START Records to process

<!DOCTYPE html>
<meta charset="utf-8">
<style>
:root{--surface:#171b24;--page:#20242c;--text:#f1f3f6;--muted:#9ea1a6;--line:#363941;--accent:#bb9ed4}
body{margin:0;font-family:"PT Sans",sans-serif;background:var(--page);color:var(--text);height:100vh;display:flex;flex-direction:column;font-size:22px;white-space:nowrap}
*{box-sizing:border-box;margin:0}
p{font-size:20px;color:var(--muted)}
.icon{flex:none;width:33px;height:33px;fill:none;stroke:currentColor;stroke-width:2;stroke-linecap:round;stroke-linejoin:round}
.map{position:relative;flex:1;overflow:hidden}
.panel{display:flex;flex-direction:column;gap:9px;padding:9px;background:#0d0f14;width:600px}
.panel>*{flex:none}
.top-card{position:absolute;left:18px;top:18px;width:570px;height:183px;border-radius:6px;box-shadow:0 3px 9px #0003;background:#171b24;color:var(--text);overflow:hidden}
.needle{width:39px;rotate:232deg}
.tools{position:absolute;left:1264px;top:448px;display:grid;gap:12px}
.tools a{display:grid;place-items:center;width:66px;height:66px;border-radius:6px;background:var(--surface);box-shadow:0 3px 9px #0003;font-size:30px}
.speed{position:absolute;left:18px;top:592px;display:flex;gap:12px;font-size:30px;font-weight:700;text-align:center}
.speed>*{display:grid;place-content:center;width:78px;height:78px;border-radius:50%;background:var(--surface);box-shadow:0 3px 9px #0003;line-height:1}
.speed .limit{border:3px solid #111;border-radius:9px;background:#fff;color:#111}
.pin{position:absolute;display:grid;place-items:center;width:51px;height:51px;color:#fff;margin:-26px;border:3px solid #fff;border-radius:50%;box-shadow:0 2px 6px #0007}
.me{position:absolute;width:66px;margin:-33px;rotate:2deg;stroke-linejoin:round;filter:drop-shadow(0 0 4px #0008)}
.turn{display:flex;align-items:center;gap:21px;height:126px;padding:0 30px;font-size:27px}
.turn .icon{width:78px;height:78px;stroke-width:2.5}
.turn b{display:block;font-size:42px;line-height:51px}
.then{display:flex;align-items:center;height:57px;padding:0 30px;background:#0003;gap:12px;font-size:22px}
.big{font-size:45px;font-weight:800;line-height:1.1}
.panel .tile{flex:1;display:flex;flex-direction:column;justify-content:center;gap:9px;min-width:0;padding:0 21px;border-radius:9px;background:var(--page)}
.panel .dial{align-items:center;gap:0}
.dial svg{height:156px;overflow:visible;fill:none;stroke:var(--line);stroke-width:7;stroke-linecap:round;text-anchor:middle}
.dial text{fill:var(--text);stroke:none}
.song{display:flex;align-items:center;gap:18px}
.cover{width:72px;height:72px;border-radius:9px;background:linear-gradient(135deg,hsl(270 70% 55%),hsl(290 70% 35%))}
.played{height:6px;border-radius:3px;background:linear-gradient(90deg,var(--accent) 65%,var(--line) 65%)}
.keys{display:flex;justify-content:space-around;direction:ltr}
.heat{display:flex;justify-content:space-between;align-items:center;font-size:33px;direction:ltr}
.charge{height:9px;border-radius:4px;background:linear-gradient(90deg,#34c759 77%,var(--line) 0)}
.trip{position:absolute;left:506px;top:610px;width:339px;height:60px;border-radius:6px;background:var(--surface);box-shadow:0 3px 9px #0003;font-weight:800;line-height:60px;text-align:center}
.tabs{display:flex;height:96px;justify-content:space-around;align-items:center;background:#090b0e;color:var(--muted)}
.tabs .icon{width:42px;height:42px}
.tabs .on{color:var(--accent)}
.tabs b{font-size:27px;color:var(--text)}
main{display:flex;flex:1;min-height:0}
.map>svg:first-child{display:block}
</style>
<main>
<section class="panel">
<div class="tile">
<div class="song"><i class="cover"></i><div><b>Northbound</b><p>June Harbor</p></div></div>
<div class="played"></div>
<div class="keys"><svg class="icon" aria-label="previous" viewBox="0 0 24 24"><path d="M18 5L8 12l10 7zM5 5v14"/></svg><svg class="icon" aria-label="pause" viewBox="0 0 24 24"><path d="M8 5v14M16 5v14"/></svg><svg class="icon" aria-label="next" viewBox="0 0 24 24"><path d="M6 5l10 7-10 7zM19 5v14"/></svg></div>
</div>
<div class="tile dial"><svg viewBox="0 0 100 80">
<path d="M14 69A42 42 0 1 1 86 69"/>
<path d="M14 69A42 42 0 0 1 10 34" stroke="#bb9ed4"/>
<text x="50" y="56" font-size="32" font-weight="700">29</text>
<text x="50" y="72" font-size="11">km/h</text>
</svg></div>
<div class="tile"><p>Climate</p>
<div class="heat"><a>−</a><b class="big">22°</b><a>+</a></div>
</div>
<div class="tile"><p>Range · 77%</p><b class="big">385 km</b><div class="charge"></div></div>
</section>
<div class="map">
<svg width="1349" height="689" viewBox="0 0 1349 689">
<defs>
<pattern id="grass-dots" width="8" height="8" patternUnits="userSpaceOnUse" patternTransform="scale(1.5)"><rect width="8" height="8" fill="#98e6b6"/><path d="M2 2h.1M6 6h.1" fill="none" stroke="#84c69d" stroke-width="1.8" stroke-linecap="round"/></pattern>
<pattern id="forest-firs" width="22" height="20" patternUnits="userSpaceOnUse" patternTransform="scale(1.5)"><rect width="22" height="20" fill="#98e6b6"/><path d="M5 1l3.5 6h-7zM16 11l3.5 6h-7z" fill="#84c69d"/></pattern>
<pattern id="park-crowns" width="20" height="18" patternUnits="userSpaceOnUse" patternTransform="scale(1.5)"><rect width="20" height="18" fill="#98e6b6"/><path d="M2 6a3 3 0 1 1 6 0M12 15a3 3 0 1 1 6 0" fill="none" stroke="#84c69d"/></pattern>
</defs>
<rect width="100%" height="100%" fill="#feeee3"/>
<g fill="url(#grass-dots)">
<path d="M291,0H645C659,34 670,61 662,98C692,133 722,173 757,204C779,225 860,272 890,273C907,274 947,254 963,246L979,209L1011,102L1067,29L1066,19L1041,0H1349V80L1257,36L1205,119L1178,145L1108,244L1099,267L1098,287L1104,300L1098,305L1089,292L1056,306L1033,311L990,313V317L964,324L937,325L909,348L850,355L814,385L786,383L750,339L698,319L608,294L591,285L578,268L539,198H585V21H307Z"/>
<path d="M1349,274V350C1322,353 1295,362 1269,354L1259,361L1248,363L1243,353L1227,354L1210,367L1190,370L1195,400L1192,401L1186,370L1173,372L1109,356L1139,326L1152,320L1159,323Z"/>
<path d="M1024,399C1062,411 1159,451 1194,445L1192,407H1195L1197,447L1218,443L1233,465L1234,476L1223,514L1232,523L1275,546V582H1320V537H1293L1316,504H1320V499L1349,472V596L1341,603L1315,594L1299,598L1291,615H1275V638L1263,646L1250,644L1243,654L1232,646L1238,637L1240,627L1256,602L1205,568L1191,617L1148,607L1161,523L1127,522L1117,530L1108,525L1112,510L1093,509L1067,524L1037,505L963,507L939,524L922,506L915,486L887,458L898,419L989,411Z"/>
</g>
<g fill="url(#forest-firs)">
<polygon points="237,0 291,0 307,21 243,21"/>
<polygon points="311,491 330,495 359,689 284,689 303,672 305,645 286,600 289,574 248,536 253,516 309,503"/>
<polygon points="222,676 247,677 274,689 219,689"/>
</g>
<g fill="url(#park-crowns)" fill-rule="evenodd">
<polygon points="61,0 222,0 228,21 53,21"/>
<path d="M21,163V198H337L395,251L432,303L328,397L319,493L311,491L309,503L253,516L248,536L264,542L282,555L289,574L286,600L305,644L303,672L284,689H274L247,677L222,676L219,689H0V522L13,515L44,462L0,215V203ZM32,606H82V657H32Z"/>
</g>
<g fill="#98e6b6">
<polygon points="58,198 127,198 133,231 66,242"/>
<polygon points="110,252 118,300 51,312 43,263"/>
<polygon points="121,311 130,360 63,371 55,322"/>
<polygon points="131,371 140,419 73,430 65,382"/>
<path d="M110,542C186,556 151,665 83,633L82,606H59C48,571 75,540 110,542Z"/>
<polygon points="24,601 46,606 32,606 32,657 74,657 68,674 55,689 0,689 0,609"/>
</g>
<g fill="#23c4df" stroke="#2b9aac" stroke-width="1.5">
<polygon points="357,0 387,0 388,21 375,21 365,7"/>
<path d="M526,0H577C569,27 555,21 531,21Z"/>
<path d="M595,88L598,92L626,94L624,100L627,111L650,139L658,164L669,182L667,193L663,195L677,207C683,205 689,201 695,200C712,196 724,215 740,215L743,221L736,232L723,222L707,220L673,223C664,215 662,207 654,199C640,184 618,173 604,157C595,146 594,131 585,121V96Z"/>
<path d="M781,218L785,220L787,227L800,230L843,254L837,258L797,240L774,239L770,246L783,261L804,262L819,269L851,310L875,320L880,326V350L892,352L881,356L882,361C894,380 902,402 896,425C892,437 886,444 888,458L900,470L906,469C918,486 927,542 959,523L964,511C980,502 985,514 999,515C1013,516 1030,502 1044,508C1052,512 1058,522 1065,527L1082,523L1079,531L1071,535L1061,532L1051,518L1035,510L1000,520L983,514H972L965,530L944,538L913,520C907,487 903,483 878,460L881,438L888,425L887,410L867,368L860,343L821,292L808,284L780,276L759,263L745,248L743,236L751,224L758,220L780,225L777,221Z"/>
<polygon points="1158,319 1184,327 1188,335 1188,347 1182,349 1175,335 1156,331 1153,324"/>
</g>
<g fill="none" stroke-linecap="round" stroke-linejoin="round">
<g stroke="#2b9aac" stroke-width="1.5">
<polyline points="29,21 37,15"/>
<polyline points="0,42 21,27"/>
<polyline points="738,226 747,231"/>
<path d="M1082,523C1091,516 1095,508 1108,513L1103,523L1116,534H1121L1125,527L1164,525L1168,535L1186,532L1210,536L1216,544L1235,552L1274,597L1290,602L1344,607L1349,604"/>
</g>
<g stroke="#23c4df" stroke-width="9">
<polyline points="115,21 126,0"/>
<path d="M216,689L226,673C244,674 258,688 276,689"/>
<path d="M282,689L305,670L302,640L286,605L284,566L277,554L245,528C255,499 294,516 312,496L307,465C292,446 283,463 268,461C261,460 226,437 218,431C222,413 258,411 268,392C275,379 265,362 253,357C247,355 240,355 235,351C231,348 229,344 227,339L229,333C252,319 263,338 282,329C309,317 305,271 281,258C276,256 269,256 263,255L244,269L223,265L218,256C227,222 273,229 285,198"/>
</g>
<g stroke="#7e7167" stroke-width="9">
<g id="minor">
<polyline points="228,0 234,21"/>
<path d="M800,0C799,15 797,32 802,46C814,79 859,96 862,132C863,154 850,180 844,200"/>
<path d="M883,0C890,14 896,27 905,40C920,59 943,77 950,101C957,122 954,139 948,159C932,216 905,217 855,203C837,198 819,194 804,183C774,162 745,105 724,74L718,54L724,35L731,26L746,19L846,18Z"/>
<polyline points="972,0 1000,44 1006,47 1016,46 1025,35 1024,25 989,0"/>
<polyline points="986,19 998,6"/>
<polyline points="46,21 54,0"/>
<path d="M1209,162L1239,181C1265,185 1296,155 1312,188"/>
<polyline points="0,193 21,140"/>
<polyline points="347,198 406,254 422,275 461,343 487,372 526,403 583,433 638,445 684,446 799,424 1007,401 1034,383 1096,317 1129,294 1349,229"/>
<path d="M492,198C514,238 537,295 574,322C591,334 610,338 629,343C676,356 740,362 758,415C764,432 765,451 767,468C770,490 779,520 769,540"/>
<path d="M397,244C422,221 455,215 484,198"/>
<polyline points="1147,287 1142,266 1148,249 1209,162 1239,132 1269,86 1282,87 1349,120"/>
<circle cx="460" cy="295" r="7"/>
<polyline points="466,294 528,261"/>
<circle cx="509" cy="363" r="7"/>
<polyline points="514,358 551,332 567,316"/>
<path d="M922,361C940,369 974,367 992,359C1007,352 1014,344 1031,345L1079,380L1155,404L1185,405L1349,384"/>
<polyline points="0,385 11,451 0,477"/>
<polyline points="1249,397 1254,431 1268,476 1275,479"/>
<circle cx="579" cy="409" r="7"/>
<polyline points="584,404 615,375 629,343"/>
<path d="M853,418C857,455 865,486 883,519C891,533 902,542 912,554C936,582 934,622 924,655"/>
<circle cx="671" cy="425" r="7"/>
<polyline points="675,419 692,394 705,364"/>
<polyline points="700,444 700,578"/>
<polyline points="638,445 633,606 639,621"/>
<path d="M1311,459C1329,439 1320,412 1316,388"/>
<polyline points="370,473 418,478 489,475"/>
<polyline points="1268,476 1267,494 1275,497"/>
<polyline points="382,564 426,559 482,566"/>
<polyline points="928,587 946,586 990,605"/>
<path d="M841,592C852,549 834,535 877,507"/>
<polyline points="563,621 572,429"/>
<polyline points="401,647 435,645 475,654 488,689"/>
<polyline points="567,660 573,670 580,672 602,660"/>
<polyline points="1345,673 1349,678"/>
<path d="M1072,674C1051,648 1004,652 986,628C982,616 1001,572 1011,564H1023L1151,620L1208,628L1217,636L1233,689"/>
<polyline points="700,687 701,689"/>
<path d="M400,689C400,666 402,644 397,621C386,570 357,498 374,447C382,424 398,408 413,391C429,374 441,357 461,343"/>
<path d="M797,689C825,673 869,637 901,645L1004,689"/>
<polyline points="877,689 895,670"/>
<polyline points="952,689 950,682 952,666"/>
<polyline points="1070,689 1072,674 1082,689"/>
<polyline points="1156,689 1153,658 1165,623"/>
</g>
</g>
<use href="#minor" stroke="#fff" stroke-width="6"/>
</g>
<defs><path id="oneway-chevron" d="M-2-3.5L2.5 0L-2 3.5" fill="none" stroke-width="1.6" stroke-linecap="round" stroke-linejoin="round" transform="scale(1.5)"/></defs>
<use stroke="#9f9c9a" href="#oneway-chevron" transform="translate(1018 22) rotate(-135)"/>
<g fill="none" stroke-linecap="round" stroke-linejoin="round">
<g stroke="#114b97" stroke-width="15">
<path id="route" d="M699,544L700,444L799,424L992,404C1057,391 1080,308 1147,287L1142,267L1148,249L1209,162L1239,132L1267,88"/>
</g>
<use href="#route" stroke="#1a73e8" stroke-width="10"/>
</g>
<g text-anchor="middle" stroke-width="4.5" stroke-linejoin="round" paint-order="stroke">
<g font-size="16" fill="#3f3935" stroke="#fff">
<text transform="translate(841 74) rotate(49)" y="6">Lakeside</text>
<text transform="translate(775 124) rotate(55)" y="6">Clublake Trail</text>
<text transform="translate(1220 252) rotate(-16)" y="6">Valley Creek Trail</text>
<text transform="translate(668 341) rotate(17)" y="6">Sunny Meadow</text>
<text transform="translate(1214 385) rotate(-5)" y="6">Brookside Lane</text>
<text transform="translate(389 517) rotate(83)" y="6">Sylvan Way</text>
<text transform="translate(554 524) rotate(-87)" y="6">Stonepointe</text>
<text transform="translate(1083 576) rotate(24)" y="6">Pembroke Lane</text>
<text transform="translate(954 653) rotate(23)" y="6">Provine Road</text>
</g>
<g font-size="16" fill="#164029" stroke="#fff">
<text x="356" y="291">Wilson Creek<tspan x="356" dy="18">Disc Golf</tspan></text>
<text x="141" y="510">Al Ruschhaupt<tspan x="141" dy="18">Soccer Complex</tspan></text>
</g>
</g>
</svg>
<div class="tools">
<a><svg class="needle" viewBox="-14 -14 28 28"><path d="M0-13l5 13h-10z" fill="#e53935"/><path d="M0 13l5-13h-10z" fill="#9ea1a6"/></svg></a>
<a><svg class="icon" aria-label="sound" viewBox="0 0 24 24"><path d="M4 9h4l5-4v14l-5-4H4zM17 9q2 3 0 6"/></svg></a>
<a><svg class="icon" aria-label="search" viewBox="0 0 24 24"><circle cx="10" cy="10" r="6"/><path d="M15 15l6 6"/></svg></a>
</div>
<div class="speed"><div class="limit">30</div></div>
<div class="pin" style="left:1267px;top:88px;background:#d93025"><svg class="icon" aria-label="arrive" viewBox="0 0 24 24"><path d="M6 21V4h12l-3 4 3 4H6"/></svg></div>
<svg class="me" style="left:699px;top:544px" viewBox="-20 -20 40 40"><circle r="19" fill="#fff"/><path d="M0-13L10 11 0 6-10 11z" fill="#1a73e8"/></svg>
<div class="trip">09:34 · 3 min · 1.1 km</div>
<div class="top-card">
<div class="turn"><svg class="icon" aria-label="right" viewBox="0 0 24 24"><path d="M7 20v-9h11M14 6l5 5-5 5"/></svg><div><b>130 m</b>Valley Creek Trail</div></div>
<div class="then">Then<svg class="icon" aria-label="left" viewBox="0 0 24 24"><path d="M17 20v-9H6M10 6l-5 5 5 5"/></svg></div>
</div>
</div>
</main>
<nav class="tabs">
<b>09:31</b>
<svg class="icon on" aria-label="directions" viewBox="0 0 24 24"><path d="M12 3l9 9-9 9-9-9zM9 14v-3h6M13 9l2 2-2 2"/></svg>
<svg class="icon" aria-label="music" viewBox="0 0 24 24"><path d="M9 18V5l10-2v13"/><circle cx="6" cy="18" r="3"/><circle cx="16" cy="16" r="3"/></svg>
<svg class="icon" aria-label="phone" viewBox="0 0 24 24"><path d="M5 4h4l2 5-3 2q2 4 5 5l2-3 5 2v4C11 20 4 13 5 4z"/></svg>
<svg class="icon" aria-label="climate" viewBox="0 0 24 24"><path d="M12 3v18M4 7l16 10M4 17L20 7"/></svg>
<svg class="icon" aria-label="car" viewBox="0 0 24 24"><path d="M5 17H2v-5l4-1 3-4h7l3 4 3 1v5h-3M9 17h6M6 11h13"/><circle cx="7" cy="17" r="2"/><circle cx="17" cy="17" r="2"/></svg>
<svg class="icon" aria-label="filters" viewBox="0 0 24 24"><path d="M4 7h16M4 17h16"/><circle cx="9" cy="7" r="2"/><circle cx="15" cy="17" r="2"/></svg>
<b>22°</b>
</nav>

END Records to process

List every line above that holds the word "route".

<path id="route" d="M699,544L700,444L799,424L992,404C1057,391 1080,308 1147,287L1142,267L1148,249L1209,162L1239,132L1267,88"/>
<use href="#route" stroke="#1a73e8" stroke-width="10"/>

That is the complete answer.